Another alleged victim cannot find Jeffrey Epstein confidant Ghislaine Maxwell to serve complaint
Maxwell has not been seen in months despite multiple lawsuits against her.
Four months after filing a lawsuit against Ghislaine Maxwell, the former companion of deceased sex-offender Jeffrey Epstein, lawyers for an alleged child sexual assault victim say they have been unable to locate Maxwell to serve her with the complaint, despite exhaustive attempts to track her down, according to court records.
The anonymous accuser, Jane Doe, is the earliest known alleged victim of Epstein's years-long pattern of sexual abuse of girls and young women. And she's the third woman suing Maxwell to seek court intervention as a last resort, following months of futile efforts to find the 58-year-old British socialite -- who has been accused of aiding Epstein's alleged crimes.
"[The plaintiff] has demonstrated that personally serving Maxwell is impracticable by making numerous diligent attempts to effectuate service -- to no avail," Doe's attorney Robert Glassman wrote in a filing in federal court.
Doe's legal team dispatched process servers to five addresses previously connected to Maxwell, including a multi-million dollar brownstone on Manhattan's Upper East Side, an apartment building in Miami Beach and Epstein's mansion on Palm Beach Island, according to court documents. They also sent copies of the complaint to eight different email addresses potentially connected to Maxwell, but received no replies.
Since Epstein's arrest last July and his death in jail a month later, Maxwell's whereabouts have been the subject of rumors and intense speculation. She has not been seen in public for months. She sold her former home in New York and shuttered her nonprofit ocean conservation foundation.
The Oxford-educated daughter of Robert Maxwell, the larger-than-life publishing titan, Ghislaine Maxwell lived an extravagant life among the British elite until her father's empire collapsed in the wake of his death in 1991. She relocated to New York for a fresh start and was soon spotted frequently in the company of the enigmatic multi-millionaire Epstein.
Sources tell ABC News that Maxwell remains under criminal investigation by federal authorities in New York, who have vowed to hold responsible any alleged co-conspirators in Epstein's sex trafficking conspiracy.
Doe is one of three women to name Maxwell as a co-defendant in lawsuits against Epstein's estate, which is valued at $634 million, according to court filings in the U.S. Virgin Islands. Epstein kept his primary residence on a private Caribbean island off the coast of St. Thomas.
Doe, 39, filed the complaint in January, alleging that she was recruited by Epstein and Maxwell at the Interlochen Arts Camp in Michigan in 1994, when she was a 13-year-old music student.
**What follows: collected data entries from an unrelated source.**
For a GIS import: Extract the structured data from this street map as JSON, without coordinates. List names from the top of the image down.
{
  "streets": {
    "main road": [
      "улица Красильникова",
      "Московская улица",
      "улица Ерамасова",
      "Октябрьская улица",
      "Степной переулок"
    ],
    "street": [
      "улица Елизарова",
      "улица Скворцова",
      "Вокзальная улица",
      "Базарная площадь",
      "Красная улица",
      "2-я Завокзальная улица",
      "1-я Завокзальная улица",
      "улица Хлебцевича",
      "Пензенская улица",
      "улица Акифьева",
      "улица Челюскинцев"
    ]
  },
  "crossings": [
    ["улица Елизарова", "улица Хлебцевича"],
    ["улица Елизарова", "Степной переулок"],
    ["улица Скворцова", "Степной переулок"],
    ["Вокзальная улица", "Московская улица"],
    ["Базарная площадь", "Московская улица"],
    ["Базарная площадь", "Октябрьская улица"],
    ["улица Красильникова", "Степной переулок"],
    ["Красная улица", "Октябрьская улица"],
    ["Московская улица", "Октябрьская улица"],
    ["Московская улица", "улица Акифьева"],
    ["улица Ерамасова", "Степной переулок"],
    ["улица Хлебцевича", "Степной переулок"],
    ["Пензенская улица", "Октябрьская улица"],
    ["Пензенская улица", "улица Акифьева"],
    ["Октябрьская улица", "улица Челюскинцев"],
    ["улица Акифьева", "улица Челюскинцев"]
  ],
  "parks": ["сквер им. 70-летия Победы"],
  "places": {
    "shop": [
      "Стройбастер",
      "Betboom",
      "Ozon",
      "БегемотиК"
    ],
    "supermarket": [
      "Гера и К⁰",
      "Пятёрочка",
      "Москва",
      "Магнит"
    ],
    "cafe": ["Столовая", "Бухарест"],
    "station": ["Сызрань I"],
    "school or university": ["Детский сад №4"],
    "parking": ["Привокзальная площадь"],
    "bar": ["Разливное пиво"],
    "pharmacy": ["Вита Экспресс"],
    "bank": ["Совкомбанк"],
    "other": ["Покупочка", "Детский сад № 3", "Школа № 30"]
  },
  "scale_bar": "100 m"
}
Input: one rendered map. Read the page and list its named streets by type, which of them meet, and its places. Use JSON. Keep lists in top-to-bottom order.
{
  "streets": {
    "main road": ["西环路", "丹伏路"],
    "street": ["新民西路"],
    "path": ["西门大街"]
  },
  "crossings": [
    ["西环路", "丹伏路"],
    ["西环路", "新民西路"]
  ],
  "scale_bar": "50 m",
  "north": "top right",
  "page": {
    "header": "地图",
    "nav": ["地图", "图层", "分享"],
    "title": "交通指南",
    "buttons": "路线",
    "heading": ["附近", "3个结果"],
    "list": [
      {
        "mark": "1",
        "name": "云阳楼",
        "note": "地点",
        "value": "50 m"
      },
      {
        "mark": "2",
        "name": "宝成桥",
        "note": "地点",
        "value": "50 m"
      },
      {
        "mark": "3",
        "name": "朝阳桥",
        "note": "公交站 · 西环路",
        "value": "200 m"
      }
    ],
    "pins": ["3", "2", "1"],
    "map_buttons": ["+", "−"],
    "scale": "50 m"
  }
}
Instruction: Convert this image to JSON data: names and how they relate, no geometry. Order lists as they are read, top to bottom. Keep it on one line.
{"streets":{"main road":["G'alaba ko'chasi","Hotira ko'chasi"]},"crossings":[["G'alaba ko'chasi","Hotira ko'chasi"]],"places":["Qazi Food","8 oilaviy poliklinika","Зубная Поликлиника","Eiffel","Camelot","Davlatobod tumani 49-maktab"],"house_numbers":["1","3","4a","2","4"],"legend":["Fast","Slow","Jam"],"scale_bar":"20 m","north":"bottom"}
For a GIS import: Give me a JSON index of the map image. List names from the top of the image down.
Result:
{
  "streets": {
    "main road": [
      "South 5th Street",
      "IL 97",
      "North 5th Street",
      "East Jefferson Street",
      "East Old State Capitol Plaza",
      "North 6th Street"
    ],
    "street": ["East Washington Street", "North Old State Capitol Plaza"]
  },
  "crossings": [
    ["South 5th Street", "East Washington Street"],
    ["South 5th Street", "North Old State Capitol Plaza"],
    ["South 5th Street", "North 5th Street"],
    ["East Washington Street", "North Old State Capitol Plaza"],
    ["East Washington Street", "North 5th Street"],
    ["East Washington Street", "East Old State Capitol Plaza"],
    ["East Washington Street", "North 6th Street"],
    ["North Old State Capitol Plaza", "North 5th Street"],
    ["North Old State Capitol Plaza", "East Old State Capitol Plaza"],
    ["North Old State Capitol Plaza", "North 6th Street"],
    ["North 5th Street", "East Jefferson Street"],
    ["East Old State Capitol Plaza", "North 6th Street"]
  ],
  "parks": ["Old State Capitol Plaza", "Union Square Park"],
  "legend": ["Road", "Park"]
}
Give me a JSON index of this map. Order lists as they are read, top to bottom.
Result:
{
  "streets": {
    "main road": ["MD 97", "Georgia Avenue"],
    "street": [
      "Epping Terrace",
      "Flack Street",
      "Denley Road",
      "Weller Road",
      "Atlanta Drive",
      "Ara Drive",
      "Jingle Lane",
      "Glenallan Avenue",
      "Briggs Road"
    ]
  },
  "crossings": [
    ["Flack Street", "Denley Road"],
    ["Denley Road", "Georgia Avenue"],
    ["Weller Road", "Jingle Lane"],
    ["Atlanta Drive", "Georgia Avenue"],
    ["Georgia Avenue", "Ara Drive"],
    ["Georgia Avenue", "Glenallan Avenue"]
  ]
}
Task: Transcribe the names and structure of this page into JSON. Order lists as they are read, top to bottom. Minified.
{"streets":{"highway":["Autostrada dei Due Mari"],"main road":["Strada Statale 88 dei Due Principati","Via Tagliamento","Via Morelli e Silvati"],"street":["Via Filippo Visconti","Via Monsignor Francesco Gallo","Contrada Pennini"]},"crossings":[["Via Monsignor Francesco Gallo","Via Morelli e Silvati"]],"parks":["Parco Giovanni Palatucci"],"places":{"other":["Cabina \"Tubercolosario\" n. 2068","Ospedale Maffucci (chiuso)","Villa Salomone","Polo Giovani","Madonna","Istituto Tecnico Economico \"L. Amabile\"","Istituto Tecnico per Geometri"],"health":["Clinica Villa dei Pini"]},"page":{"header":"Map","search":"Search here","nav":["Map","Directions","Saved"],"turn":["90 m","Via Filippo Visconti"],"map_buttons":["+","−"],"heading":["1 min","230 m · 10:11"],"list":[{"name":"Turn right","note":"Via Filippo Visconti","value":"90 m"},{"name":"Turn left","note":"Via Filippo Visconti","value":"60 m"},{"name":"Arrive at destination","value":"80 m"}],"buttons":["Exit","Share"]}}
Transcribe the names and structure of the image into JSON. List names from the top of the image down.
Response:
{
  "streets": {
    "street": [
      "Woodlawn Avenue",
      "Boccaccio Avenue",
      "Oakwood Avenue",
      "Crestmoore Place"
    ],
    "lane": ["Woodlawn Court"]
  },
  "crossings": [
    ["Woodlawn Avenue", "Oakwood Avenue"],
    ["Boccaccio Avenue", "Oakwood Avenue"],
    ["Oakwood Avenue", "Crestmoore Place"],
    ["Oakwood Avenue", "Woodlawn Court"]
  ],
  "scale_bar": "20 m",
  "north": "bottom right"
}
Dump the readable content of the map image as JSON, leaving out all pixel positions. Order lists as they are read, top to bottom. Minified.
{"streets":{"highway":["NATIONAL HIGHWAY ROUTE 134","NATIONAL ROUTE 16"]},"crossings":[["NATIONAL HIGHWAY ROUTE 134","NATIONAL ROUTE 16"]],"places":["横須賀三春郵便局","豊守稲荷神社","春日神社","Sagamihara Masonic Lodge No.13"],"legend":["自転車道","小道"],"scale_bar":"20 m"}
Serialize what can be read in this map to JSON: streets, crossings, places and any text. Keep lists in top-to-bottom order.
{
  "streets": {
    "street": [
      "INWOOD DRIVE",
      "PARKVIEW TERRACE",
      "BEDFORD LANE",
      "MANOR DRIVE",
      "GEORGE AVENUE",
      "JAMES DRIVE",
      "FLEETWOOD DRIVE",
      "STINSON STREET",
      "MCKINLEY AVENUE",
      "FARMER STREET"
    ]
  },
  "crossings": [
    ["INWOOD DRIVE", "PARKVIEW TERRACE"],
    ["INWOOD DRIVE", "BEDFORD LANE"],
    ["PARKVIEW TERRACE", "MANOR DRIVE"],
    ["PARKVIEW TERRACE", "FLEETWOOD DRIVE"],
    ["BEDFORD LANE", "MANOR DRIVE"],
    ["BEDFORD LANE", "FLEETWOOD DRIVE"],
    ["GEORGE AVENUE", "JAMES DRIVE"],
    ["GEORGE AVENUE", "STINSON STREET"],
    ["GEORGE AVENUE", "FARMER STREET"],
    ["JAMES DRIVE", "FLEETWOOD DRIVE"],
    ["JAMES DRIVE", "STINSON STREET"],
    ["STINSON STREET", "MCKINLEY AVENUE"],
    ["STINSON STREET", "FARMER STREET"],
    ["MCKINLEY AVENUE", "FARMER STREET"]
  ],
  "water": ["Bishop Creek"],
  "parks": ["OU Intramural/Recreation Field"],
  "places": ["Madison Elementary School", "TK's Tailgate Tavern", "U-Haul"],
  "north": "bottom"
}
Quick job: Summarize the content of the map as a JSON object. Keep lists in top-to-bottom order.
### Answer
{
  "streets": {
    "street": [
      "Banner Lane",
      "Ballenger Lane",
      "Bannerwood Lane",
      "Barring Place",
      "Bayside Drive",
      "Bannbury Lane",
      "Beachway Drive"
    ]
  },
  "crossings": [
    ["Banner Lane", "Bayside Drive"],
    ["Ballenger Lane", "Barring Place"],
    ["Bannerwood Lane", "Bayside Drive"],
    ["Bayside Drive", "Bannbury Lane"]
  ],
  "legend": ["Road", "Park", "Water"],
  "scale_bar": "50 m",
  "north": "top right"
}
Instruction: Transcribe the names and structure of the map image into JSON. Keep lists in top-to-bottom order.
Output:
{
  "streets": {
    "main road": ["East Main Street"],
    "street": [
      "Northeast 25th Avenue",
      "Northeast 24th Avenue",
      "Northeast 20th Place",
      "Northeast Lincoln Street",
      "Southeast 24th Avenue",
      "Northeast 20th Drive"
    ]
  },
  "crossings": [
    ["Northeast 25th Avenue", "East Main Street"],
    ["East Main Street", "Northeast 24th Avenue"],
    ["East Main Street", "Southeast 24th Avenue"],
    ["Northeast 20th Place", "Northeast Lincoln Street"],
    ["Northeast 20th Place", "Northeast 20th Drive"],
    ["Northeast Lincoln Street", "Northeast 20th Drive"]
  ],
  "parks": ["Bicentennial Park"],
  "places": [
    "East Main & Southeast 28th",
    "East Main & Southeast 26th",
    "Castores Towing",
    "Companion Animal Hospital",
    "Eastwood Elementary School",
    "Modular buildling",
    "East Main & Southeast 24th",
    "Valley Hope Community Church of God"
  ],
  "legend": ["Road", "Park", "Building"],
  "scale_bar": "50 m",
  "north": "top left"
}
She contends that she was sexually abused by Epstein on multiple occasions over the next four years, and that Maxwell "regularly facilitated Epstein's abuse" and was "frequently present when it occurred."
Epstein attended a music camp at Interlochen as a young teen in 1967, according to a statement released last year by the Interlochen Center for the Arts. He was a donor to the center from 1990 until 2003 and funded construction of a cabin on the campus, which was called "The Epstein Lodge," until his arrest in 2006. The statement said the center had no record of any complaints about Epstein.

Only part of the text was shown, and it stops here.